Which makes it really hard to write a book!  I'm convinced it's something I'm supposed to attempt, I believe I have something of value to share, but sitting down and actually writing it?  Or even scheduling time to sit down and write?  Setting up a routine for myself and my family that includes quiet, uninterrupted time for Mommy to work on her book on a regular basis?  I'm realizing that, in spite of my mania for to-do lists and punctuality, I've been the kind of person who just lets life happen, who goes with the flow, with whatever will most easily produce the closest-to-perfect results...Ugh!  I don't want to live like that!  I want to live with purpose, to make my days count, to intentionally raise my kids to love and serve Jesus, to purposefully find ways to let my husband know he's loved and valued, to reach out into my world and share a message of hope and joy...I want to know what it is to sacrifice, to put forth a real effort, to try, even to fail!  But the thing is, I get bursts of resolve like this every so often, I put forth an effort for a bit, then the inevitable "something" comes up, and I find a good excuse to go back to the way things were, the way I was.  I'm so tired of that vicious cycle.  It's a trap - a self-sufficiency trap.  As long as I believe I can pull myself up by my bootstraps (do you have boots with straps?  I don't...) and succeed just by trying harder, by putting forth more effort, even by employing time management tricks and putting into place the magic "right" routine, I will remain trapped in this circle of trying and failing. 

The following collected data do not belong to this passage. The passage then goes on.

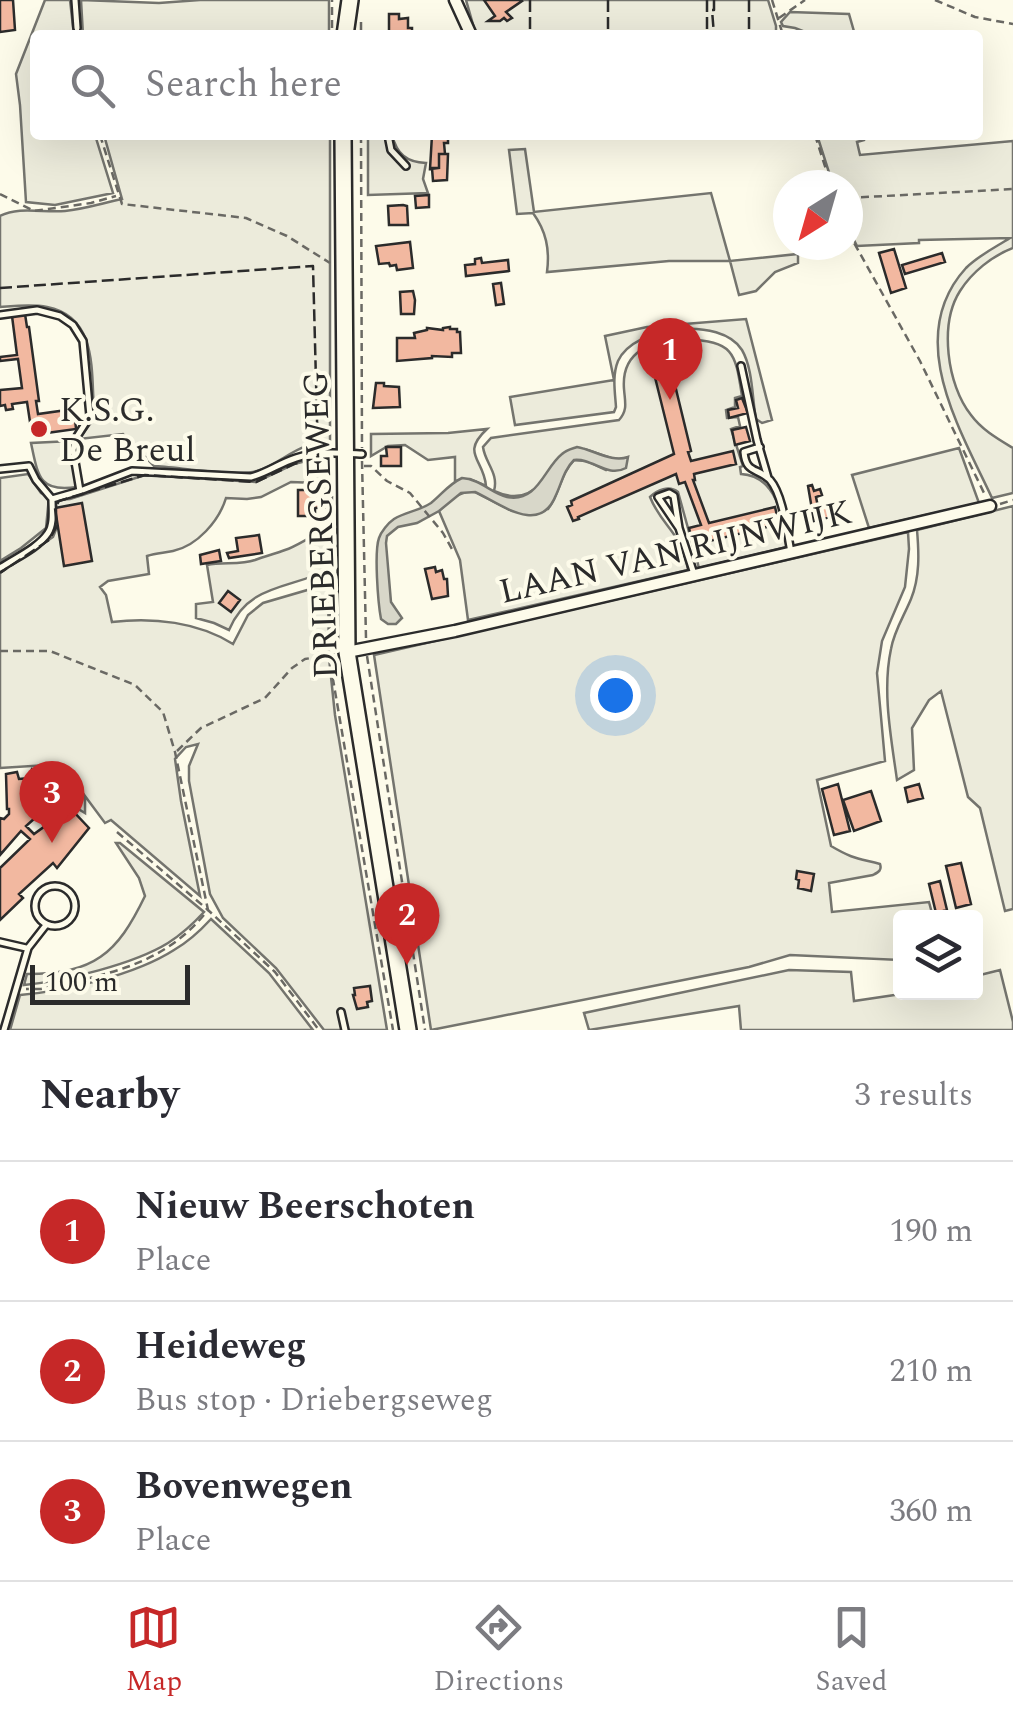 <!DOCTYPE html>
<html lang="en">
<head>
<meta charset="utf-8">
<style>
  :root { --surface:#fff; --page:#f7f7f7; --text:#2b2b33; --muted:#7c7c81; --line:#e1e1e2; --accent:#c62828 }
  body { margin:0; font-family:Spectral,serif; background:var(--page); color:var(--text) }
  .controls { position:absolute; right:30px; bottom:30px; display:grid; overflow:hidden; border-radius:10px; box-shadow:0 10px 40px #0002 }
  .controls button { width:90px; height:90px; display:grid; place-items:center; padding:0; border:0; border-bottom:2px solid var(--line); background:var(--surface); color:var(--text); font:50px sans-serif }
  .compass { position:absolute; left:773px; top:170px; width:90px; height:90px; border-radius:50%; background:var(--surface); box-shadow:0 10px 40px #0002; rotate:217deg }
  .scale { position:absolute; left:30px; bottom:25px; width:160px; box-sizing:border-box; padding-left:10px; border:5px solid #2b2b2b; border-top:0; font-size:28px; line-height:35px; white-space:nowrap; color:#2b2b2b; -webkit-text-stroke:8px #fdfbea; paint-order:stroke }
  .you { position:absolute; left:615px; top:695px; width:35px; height:35px; margin:-25px; border:8px solid #fff; border-radius:50%; background:#1a73e8; box-shadow:0 0 0 15px #1a73e833 }
  .badge { display:grid; place-items:center; width:65px; height:65px; border-radius:50%; background:var(--accent); color:#fff; font-size:32px; font-weight:700 }
  .pin { position:absolute; translate:-50% -82px; filter:drop-shadow(0 2px 5px #0008) }
  .pin::after { content:''; position:absolute; top:52px; width:35px; height:30px; background:inherit; clip-path:polygon(0 0,100% 0,50% 100%) }
  .list { margin:0; padding:0; list-style:none }
  h2 { display:flex; justify-content:space-between; align-items:center; height:130px; margin:0; padding:0 40px; font-size:42px }
  h2 small { font-size:32px; font-weight:400; color:var(--muted) }
  .list li { display:grid; grid-template-columns:65px 1fr auto; gap:30px; align-items:center; box-sizing:border-box; height:140px; padding:0 40px; border-top:2px solid var(--line) }
  .list b { display:block; font-size:38px; white-space:nowrap }
  .list p { margin:0; font-size:32px; white-space:nowrap; color:var(--muted) }
  .list em { font-size:32px; font-style:normal; color:var(--muted) }
  .icon { flex:none; width:55px; height:55px; fill:none; stroke:currentColor; stroke-width:2; stroke-linecap:round; stroke-linejoin:round }
  .map { position:relative; flex:none; width:1013px; height:1030px; overflow:hidden }
  .search { position:absolute; background:var(--surface); box-shadow:0 10px 40px #0002; left:30px; right:30px; top:30px; height:110px; display:flex; align-items:center; gap:25px; box-sizing:border-box; padding:0 35px; border-radius:10px; color:var(--muted); font-size:38px }
  .sheet { height:550px; background:var(--surface) }
  nav { display:flex; justify-content:space-around; align-items:center; box-sizing:border-box; height:140px; border-top:2px solid var(--line); background:var(--surface); font-size:28px; color:var(--muted) }
  nav a { display:grid; justify-items:center; gap:5px }
  nav .on { color:var(--accent) }
  .map>svg:first-child { display:block }
</style>
</head>
<body>
<div class="map">
<svg width="1013" height="1030" viewBox="0 0 1013 1030">
  <rect width="100%" height="100%" fill="#fdfbea"/>
  <path fill="#ecebdb" stroke="#74746e" stroke-width="2.5" d="M45,0H70L74,35H35V135H95L113,193L55,205L26,202L20,105L16,74Z
    M81,0L159,3L200,0H329V35H83Z
    M466,0H768L776,26V35H476Z
    M790,12L849,14L855,35H813L795,28L783,26L781,22Z
    M104,135H330V444C300,439 284,463 257,471C238,477 177,467 154,466L123,434L79,439L93,420L94,412C91,372 98,317 47,307C32,304 15,306 0,307V216C19,206 43,213 65,211C84,209 103,203 122,199Z
    M368,135H392C397,154 406,162 426,163L423,179L428,193L368,195Z
    M817,135H864V140L857,142L860,155L1013,141V248C992,256 972,272 960,291C939,324 947,385 971,415C982,430 998,439 1013,448V493L992,498C960,429 903,337 966,268C979,255 996,247 1010,238L919,240V243L857,246L848,228V185H833Z
    M525,149L534,212L711,193L730,261L798,254V263L775,272L756,291L739,295L730,261H669L547,272C550,249 546,231 533,213L517,214L509,150Z
    M746,319L772,420L762,423L756,419C752,398 753,369 742,350C721,316 634,325 618,361C612,376 615,392 616,407L614,412L515,425L510,397L614,380L605,336L647,327Z
    M685,339C734,342 735,351 742,396L735,398V407L726,410L727,418L738,417L740,426L731,429L743,466L740,467L741,474C777,476 783,517 787,547L699,568L678,492C669,485 657,490 650,497C662,527 682,532 688,570L468,620L460,560L439,511L453,497L468,491L475,492L512,511L548,509C560,494 560,474 574,460L587,461L606,470L621,459H614L585,449C576,453 562,457 555,463C549,468 546,478 540,484C527,498 511,499 494,491C499,473 485,463 483,447L491,438L619,420C628,410 625,402 624,389C621,350 652,341 685,339Z
    M487,429C460,454 484,459 486,486L470,479L455,481V457L428,460L405,445L388,446L371,456V434L448,433Z
    M71,441L77,487C39,493 38,476 31,443Z
    M959,448L979,503L869,528L852,475Z
    M318,458H328V493L319,491L317,483L291,482L261,497L247,499L226,498C219,521 197,546 173,551C164,553 156,553 147,556L149,574L108,581L100,587L106,595L112,622C153,617 198,622 233,644L248,615L263,603L328,584L329,658L335,715L387,1030H324L276,968L223,918L210,894L189,781V766L198,744L186,747L175,759L181,801L200,896L111,820L105,823L85,796V813L70,804L53,815L47,765L0,768V573L53,537L57,527L56,500L70,499L145,475L256,482L294,464Z
    M28,474L41,493L49,497L46,528L21,548L0,561V478Z
    M1013,506V909L1005,911L980,808L968,797L941,691L929,700L912,728L914,770L897,780C891,737 882,691 891,649C894,631 904,616 911,599C920,577 919,553 917,530Z
    M329,530L328,570C289,589 248,584 229,630L214,623L196,618V604L213,602L207,565C223,562 241,565 255,560C265,556 275,554 285,550C300,545 312,534 329,530Z
    M908,532L909,549L905,587L882,641L877,673L885,761L817,780L831,846C853,859 857,858 880,864C882,870 879,872 873,875L829,883L832,912L929,902L933,917L900,918V960L790,955L749,967L431,1030L374,655Z
    M116,843H120L204,912C193,924 182,934 168,943C134,964 65,981 24,985L27,974C94,974 117,954 145,896L139,878Z
    M211,919L269,973L313,1030H10L20,995C66,991 135,975 174,950C188,942 200,931 211,919Z
    M789,970L851,972L854,1001L908,993L976,992V976L1000,970L1013,1022V1030H741L739,1006L589,1030L584,1013Z"/>
  <path fill="#d8d7c9" stroke="#74746e" stroke-width="2.5" d="M577,447C594,450 612,463 628,457L626,468C607,478 593,458 574,460C564,470 562,482 556,495C540,536 501,504 475,492L461,493L439,511L417,523L398,527L387,536L386,543L391,602L402,618L396,624H388L381,619C378,603 374,552 379,538C381,532 388,523 394,519C405,512 419,511 431,503C442,494 449,484 462,478C480,479 491,493 507,497C538,503 544,468 562,454C566,450 571,449 577,447Z"/>
  <path fill="#f2b8a0" stroke="#2b2b2b" stroke-width="2.5" d="M0,0H13L15,30L0,32Z
    M484,0H521L522,1L506,12L512,18L507,21L504,18L500,21H488L495,16Z
    M389,14H399V19L408,18V28H412V34L389,35Z
    M432,135H448V143H444L445,154H439V168L430,169Z
    M439,154H448L447,180L433,181L432,168H439Z
    M429,195V207L416,208L415,196Z
    M403,205L407,206L408,225H389L388,206Z
    M410,242L413,268L397,270L396,265L390,266L389,263L379,264L376,246Z
    M894,249L906,288L891,293L879,253Z
    M942,253L945,262L905,274L902,265Z
    M481,258L482,263L508,260L509,271L466,276L465,265L475,264V259Z
    M501,283L504,304L496,305L493,284Z
    M413,291L415,300L414,314H401L400,292Z
    M25,314L27,327H29L39,401H36L38,414L74,409L76,429L32,435L27,402L12,404L13,409L6,410L5,405L0,406V390L22,388L18,359L0,361V357L17,355L12,316Z
    M450,327V329H457V332H460L461,353H452V357L432,356V358L397,361V338H415L414,333L427,330V328L443,330V328Z
    M660,340L661,345L665,344L691,451L688,452L691,461L733,451L736,464L694,474L695,480H693L709,523L775,507L779,524L693,545L689,528L701,525L685,482L679,484L676,474L578,517L579,519L573,521L567,507L572,505L571,501L674,454L648,349L645,350L644,344Z
    M376,383H384V386L399,387L400,407L373,408Z
    M742,398L748,413L729,418L728,410L738,408L736,400Z
    M746,427L750,441L735,445L732,430Z
    M386,447H401V466H381V456H387Z
    M812,485L814,491L820,489L822,495L816,497L817,502L819,506L827,505L830,517L814,521L808,486Z
    M298,490H319V498H329V507L315,508V516H298Z
    M82,503L92,561L64,566L55,508Z
    M259,535L262,553L229,558L227,553L238,551L236,538Z
    M219,550L221,561L201,564L200,555Z
    M435,567L436,572L442,570L444,579H447L448,596L432,599L425,569Z
    M228,591L240,600L231,612L219,603Z
    M32,769L43,771L47,807L45,814H40V817L35,818L26,826L34,834L70,808L89,828L57,868L53,863L19,894L23,898L0,920V868L30,839L21,831L0,855V818L4,819L9,814V809H7L6,774L17,772L19,779L30,778Z
    M838,784L850,831L834,835L822,789Z
    M919,784L923,798L908,802L905,788Z
    M871,791L881,821L854,831L843,800Z
    M961,863L971,904L956,908L946,866Z
    M797,871L814,874L811,891L798,888L799,880L796,879Z
    M940,881L947,910L936,913L929,884Z
    M370,986L372,1001L367,1002L368,1007L357,1009L353,995H355L354,988Z"/>
  <g fill="none" stroke-linecap="round" stroke-linejoin="round">
    <g stroke="#2b2b2b" stroke-width="10">
      <path id="lane" d="M75,0L77,28
        M388,135L391,150L406,166
        M0,315L37,310L60,316L73,325L83,341L90,416L76,438L73,450L80,491L52,499C52,510 54,524 48,533C38,548 15,558 0,568
        M741,366L757,440L768,478
        M760,447L744,452C746,474 757,467 770,480C783,495 787,533 791,552
        M0,469L29,466L36,480L52,499
        M80,491L132,471L251,477C267,473 280,463 296,458C317,451 341,453 362,454
        M679,528L658,497L669,493L674,496L679,528L694,574
        M35 906a20 20 0 1 1 40 0a20 20 0 1 1-40 0Z
        M0,942L26,948
        M341,1012L345,1030
        M4,1030L28,948L46,925"/>
    </g>
    <g stroke="#2b2b2b" stroke-width="15">
      <path id="street" d="M455,0L471,35
        M347,652L455,631L990,506"/>
    </g>
    <g stroke="#2b2b2b" stroke-width="20">
      <path id="primary" d="M345,35L350,0
        M343,135L347,652L408,1030"/>
    </g>
    <path stroke="#6a6964" stroke-width="2.5" stroke-dasharray="8 5" stroke-linecap="butt" d="M772,0L783,35
      M935,0L975,17L1013,24
      M779,18L805,0
      M361,22V35
      M332,28V0
      M100,135L122,204L246,218L287,236L330,263
      M361,135L362,448
      M815,135L831,185
      M0,194L34,211L91,203L116,196
      M848,198L1013,189
      M848,232L920,361L985,495
      M362,461L366,638
      M364,466H371L387,481L410,493L443,533L453,551
      M332,496L329,656L393,1030
      M1000,504L1013,500
      M0,651H50L135,685L163,712L175,752L208,910C164,966 107,974 41,989H26
      M367,656L425,1030
      M177,751L201,728L265,698L292,668L305,659L336,654
      M117,832L208,910L275,972L319,1030"/>
    <use href="#lane" stroke="#fdfbea" stroke-width="5"/>
    <use href="#street" stroke="#fdfbea" stroke-width="10"/>
    <use href="#primary" stroke="#fdfbea" stroke-width="15"/>
    <path stroke="#2b2b2b" stroke-width="2.5" stroke-dasharray="12 5" stroke-linecap="butt" d="M530,0V35
      M608,0V35
      M707,0V35
      M714,0V10H712L714,35
      M749,0V35
      M0,288L313,266L318,458L294,464L256,482L145,475L59,501L55,508L57,526L49,540L0,573"/>
  </g>
  <circle fill="#c62828" stroke="#fdfbea" stroke-width="4" cx="39" cy="429" r="10"/>
  <g text-anchor="middle" stroke-width="8" stroke-linejoin="round" paint-order="stroke">
    <g font-size="35" fill="#2b2b2b" stroke="#fdfbea" text-anchor="start">
      <text x="59" y="421">K.S.G.<tspan x="59" dy="40">De Breul</tspan></text>
    </g>
    <g font-size="35" fill="#2b2b2b" stroke="#fdfbea">
      <text transform="translate(320 525) rotate(-92)" y="12">DRIEBERGSEWEG</text>
      <text transform="translate(675 551) rotate(-13)" y="12">LAAN VAN RIJNWIJK</text>
    </g>
  </g>
</svg>
<div class="controls">
<button><svg class="icon" aria-label="layers" viewBox="0 0 24 24"><path d="M12 4l9 5-9 5-9-5zM3 14l9 5 9-5"/></svg></button>
</div>
<svg class="compass" viewBox="-18 -18 36 36"><path d="M0-13l5 13h-10z" fill="#e53935"/><path d="M0 13l5-13h-10z" fill="#7c7c81"/></svg>
<div class="scale">100 m</div>
<div class="you"></div>
<div class="pin badge" style="left:670px;top:400px">1</div>
<div class="pin badge" style="left:407px;top:965px">2</div>
<div class="pin badge" style="left:52px;top:843px">3</div>
<div class="search"><svg class="icon" aria-label="search" viewBox="0 0 24 24"><circle cx="10" cy="10" r="6"/><path d="M15 15l6 6"/></svg>Search here</div>
</div>
<section class="sheet">
<h2>Nearby<small>3 results</small></h2>
<ul class="list">
<li><span class="badge">1</span><div><b>Nieuw Beerschoten</b><p>Place</p></div><em>190 m</em></li>
<li><span class="badge">2</span><div><b>Heideweg</b><p>Bus stop · Driebergseweg</p></div><em>210 m</em></li>
<li><span class="badge">3</span><div><b>Bovenwegen</b><p>Place</p></div><em>360 m</em></li>
</ul>
</section>
<nav>
<a class="on"><svg class="icon" aria-label="map" viewBox="0 0 24 24"><path d="M3 6l6-2 6 2 6-2v14l-6 2-6-2-6 2zM9 4v14M15 6v14"/></svg>Map</a>
<a><svg class="icon" aria-label="directions" viewBox="0 0 24 24"><path d="M12 3l9 9-9 9-9-9zM9 14v-3h6M13 9l2 2-2 2"/></svg>Directions</a>
<a><svg class="icon" aria-label="saved" viewBox="0 0 24 24"><path d="M7 4h10v16l-5-4-5 4z"/></svg>Saved</a>
</nav>
</body>
</html>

Solution?  Stop striving.  Let go.  Let God...  I know that's cliche by now, but it most accurately expresses what's on my mind tonight.  You know, I was thinking of this verse in Colossians that I wanted to use to make my point, when Paul says that he's "struggling with all His energy, which so powerfully works in me". (Col. 1:29)  Not my energy, but His energy...When I went to biblegateway.com to find the verse, I had to laugh because I forgot what Paul was struggling with all His energy to do: "to present everyone perfect in Christ"! (1:28)  Perfect in Christ!  ~smile~

I have a feeling, however, that this discovery (or re-discovery, 'cause I know this stuff, I just forget - a lot!) is only the very beginning; that now a long process is in order to reprogram my brain and adjust to a new way of thinking - again - and that perseverance and trust will become the names of the game. I am so very thankful that God never gives up on me, no matter how many times a lesson needs to be drilled into my heart and head.  Hope is a beautiful thing!  Bless you, my Friends!  May you know real joy today!